How much B12 do you need?

The Food and Nutrition Board of the National Academies of Sciences, Engineering, and Medicine sets the recommended intake amounts for vitamins and minerals. Your need for vitamin B12 increase as you age. Pregnant or breastfeeding women have higher requirements to provide enough for the growing fetus.

The recommended daily amount for the average adult is 2.4 mcg of vitamin B12. This amount can be consumed just by including three ounces of fish, meat, or poultry daily. The foods with the highest amount of naturally occurring vitamin B12 are beef liver and clams.

The majority of Americans who eat meat get enough vitamin B12 from foods. People who follow a vegetarian or vegan lifestyle will need supplementation since plant foods do not contain any vitamin B12. People with certain conditions may have trouble absorbing enough of the vitamin. They may need to speak with their doctor about supplementation.

People at risk of vitamin B12 deficiency include:

  • Older adults. They often have lower amounts of stomach acid needed to break down the vitamin into a usable form.
  • People with stomach issues. People with stomach disorders, such as atrophic gastritis, have an imbalance of stomach acid and the protein called intrinsic factor in their stomachs.
  • People with pernicious anemia. They lack the intrinsic protein factor needed to absorb B12 from food and supplements.
  • People with gastrointestinal tract disorders. Absorption issues are seen in people with Crohn’s disease, celiac disease, and intestinal or stomach surgery.
  • People who eat plant-based diets. People who eat little or no animal foods are at risk of B12 deficiency, especially vegans and vegetarians.
  • Some breastfeeding babies. The babies of vegans or vegetarians who are breastfed will need supplementation. No vitamin B12 will be available in the breast milk for the infant.

Vitamin B12 deficiency symptoms

Your body stores 2,000 times more vitamin B12 than you get from your diet each day, so deficiency is rare and can take years to develop. The typical signs of vitamin B12 deficiency include:

  • Fatigue
  • Weakness
  • Pale skin
  • Heart palpitations
  • Weight loss
  • Appetite loss
  • Numbness or tingling sensation in hands or feet
  • Depression
  • Infertility
  • Balance issues

Many of these overlap with iron-deficient anemia symptoms — vitamin B-12 and iron are both needed for healthy red blood cells. The most important sign of vitamin B12 deficiency in babies is failure to thrive, meaning the infant does not reach typical developmental milestones.

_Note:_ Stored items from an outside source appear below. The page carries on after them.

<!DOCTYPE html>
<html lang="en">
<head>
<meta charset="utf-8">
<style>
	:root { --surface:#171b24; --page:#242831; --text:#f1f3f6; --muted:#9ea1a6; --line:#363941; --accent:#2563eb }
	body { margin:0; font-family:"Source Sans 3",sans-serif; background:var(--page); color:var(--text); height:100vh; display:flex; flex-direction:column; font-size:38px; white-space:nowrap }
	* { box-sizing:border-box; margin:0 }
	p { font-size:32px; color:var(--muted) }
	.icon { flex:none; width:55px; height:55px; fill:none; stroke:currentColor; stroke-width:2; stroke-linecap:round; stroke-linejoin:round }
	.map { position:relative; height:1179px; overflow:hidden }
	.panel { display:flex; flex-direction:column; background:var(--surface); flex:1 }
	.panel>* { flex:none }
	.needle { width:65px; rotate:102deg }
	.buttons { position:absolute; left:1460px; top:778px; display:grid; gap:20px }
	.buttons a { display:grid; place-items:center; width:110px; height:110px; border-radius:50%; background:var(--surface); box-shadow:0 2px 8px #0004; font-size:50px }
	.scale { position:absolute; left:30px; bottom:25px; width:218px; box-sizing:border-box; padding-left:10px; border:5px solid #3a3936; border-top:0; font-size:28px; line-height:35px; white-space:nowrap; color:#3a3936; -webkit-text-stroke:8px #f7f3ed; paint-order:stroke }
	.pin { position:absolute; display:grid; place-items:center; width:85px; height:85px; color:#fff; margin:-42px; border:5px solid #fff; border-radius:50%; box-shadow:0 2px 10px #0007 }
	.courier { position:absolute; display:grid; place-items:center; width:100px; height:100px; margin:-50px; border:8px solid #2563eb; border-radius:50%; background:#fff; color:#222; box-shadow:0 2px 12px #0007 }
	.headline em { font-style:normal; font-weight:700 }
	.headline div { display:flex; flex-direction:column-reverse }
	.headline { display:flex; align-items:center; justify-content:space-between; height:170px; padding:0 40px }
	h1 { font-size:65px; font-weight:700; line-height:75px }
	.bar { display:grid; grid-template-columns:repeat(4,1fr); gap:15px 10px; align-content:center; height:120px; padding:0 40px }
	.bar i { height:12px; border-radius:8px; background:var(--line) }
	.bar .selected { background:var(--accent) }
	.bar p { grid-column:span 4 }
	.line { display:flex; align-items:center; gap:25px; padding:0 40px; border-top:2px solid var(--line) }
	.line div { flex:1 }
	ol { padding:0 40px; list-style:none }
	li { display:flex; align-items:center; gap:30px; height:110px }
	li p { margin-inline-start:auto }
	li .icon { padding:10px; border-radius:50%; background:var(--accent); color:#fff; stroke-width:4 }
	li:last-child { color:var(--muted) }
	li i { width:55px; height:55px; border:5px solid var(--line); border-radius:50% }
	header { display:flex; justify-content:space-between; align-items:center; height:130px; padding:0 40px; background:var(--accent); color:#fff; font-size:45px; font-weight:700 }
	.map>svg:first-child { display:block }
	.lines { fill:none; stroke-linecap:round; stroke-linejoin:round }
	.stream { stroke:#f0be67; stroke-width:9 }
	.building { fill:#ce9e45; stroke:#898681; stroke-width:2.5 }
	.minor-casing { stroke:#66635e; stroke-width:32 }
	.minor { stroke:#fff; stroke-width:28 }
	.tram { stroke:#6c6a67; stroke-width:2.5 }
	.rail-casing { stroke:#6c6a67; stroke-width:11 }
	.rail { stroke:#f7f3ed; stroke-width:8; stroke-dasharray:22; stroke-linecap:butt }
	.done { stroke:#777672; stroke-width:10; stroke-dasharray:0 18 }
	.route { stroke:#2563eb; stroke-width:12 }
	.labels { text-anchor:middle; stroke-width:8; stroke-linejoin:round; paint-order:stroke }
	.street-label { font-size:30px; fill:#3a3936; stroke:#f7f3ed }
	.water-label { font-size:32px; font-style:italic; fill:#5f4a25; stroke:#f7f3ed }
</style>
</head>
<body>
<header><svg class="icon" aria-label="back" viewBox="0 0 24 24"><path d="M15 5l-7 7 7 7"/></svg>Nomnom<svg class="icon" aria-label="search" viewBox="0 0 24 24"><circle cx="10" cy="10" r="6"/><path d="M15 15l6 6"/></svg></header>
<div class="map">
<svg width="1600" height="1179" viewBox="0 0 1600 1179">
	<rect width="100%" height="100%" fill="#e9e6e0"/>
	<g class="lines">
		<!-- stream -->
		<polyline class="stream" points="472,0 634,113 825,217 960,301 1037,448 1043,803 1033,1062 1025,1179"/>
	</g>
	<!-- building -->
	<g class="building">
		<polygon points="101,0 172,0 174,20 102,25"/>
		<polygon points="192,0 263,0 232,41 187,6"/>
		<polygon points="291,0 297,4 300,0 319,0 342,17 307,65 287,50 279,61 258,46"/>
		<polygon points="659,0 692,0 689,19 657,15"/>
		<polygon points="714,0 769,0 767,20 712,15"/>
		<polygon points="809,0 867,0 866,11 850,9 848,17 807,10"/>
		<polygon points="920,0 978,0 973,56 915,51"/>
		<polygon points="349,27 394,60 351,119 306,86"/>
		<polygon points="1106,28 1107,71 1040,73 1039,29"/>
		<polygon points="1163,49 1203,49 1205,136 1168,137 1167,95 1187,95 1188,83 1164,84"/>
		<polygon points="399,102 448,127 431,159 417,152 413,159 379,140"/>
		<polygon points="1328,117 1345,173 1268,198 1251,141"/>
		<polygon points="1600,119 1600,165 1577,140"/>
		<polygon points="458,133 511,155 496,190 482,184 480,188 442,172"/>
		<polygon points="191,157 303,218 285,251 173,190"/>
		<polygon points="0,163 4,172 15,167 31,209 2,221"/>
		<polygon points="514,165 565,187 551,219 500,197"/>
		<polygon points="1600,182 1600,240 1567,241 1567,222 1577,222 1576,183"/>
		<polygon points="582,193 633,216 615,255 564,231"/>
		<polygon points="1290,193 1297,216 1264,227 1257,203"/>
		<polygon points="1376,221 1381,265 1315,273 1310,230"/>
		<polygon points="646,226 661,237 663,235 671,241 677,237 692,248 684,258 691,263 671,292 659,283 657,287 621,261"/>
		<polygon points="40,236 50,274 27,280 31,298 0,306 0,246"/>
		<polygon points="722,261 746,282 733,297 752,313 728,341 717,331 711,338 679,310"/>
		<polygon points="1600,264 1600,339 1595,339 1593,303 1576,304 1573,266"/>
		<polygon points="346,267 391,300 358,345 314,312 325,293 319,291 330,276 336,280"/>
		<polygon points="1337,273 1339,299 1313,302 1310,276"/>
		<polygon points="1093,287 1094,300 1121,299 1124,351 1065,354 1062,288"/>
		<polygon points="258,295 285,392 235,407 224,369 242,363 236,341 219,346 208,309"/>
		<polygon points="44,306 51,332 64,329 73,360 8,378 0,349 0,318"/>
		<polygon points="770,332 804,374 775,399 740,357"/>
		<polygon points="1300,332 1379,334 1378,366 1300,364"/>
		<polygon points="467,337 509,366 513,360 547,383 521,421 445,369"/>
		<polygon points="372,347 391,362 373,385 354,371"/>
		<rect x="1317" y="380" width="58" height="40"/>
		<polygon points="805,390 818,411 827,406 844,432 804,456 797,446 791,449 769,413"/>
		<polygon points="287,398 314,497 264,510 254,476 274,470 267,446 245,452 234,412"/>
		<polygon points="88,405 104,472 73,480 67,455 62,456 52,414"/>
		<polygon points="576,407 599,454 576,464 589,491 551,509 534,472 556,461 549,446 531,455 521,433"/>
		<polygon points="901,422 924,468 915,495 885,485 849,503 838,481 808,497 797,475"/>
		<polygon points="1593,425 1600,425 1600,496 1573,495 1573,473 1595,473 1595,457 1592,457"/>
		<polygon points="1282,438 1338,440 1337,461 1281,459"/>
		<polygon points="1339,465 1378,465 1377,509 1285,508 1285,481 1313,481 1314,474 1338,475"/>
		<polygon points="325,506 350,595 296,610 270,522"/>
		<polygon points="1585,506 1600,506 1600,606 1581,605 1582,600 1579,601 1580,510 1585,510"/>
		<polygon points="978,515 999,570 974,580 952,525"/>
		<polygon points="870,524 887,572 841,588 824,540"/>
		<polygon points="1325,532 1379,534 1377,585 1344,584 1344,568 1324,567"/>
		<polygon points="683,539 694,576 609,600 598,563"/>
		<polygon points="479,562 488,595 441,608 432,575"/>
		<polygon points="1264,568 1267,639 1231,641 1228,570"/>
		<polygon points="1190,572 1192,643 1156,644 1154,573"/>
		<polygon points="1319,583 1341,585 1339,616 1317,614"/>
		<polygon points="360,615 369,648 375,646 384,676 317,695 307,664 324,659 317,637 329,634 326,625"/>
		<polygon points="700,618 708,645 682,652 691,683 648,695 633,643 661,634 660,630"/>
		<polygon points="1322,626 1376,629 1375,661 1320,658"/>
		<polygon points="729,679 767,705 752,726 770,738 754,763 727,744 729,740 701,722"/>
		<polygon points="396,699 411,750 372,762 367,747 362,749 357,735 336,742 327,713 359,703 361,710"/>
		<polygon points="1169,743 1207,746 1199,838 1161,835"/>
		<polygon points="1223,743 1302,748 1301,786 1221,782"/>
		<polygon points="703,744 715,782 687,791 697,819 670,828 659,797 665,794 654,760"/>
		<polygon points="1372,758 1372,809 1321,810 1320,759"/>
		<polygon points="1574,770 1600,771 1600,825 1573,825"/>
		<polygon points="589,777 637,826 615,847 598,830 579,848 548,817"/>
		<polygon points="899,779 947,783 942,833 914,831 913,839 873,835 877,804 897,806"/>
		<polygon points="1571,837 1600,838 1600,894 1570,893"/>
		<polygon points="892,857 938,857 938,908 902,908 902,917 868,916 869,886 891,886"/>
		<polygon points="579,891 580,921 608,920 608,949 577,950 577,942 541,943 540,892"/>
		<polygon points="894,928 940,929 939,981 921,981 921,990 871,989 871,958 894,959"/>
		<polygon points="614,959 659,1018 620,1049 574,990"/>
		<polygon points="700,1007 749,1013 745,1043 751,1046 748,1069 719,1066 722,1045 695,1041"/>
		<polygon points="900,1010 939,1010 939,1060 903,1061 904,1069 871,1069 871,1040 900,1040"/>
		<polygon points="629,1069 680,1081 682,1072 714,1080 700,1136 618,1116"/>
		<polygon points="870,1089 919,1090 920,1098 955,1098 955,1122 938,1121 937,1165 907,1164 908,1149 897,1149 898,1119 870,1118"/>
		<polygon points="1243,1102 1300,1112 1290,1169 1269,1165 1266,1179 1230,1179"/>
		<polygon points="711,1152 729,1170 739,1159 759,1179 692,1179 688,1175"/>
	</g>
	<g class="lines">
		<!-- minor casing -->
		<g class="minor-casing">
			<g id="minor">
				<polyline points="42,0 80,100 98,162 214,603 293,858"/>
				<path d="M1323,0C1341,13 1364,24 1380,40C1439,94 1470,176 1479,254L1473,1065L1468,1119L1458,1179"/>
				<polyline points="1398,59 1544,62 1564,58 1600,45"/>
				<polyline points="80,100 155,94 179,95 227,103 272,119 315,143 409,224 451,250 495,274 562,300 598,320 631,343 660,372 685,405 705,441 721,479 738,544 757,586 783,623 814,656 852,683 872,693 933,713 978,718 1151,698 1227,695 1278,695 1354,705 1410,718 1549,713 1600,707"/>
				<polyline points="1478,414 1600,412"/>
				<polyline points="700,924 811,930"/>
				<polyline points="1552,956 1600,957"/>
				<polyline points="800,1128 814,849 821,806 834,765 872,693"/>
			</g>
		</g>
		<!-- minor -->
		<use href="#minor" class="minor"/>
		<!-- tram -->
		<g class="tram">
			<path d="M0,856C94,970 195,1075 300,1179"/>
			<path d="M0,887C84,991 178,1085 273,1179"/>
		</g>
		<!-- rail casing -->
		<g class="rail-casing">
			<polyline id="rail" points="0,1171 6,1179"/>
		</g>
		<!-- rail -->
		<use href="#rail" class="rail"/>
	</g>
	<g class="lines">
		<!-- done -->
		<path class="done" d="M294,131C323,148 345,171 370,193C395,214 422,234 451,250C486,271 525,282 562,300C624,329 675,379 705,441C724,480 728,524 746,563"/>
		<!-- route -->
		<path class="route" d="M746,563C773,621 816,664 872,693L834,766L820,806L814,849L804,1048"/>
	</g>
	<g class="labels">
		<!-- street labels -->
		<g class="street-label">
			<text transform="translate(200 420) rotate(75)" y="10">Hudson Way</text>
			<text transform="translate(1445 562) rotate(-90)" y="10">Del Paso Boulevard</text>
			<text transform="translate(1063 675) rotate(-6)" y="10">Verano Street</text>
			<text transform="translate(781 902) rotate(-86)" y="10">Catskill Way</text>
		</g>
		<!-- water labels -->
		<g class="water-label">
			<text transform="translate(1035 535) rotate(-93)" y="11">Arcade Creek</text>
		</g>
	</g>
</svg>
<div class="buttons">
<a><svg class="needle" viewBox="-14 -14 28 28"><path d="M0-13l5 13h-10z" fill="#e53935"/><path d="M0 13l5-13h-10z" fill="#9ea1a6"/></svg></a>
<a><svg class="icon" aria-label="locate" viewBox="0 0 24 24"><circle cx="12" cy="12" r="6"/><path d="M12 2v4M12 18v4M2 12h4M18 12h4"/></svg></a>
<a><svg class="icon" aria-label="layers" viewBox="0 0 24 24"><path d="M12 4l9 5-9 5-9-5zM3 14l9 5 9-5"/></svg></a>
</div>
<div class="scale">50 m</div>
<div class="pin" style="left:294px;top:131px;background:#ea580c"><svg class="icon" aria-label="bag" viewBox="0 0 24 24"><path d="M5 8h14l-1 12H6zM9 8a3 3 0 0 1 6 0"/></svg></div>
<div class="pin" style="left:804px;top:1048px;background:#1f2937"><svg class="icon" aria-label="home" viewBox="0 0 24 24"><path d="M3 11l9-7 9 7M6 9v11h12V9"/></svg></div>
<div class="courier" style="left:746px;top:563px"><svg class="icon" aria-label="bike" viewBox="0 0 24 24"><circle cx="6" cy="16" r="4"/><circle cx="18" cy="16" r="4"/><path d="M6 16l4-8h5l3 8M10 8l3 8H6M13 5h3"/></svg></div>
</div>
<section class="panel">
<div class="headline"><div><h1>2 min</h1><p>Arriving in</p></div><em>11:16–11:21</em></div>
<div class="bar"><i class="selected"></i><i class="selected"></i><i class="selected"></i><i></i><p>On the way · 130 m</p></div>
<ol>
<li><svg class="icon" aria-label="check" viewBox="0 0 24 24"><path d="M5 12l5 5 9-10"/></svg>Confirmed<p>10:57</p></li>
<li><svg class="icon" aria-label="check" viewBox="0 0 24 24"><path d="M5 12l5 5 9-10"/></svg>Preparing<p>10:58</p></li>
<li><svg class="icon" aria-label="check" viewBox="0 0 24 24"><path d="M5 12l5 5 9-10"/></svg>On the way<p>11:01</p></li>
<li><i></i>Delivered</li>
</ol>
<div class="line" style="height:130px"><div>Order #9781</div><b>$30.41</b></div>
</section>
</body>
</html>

Evidence has shown more vitamin B12 deficiency in people taking the popular diabetes medication metformin for years. Vitamin B12 may be difficult to absorb for people with diabetes and could worsen nerve damage in neuropathy patients. Metformin is a safe and effective drug that helps people with diabetes be more sensitive to insulin. If you take metformin for diabetes, continue to take your medication and speak with your healthcare provider about your vitamin B12 levels.

Can you get too much B12?

Vitamin B12 is considered to have very low toxicity, so no 'Tolerable Upper Intake Level' (TUL) has been established. This means that the maximum daily intake levels of the vitamin are considered safe for the average person.

Your body will excrete any excess vitamin B12 through your urine, so it isn’t easy to take too much. Some people have taken mega doses of the vitamin, which can cause adverse health effects.

A specific form of acne, drug-induced acne, has been reported with mega-doses of B12 and other vitamins. There is mounting evidence that very high doses of vitamin B12 may lead to other negative health risks, like a higher risk of cancer. Another study found that high doses of vitamin B12 worsened outcomes for people experiencing diabetes-related loss of kidney function.

Vitamin B12 is important for good health. Without it, your body cannot function well, and problems like fatigue, depression, pale skin, and numbness may alert you to a problem. Vegetarians, vegans, and those with certain conditions may need to supplement with vitamin B12 for good health.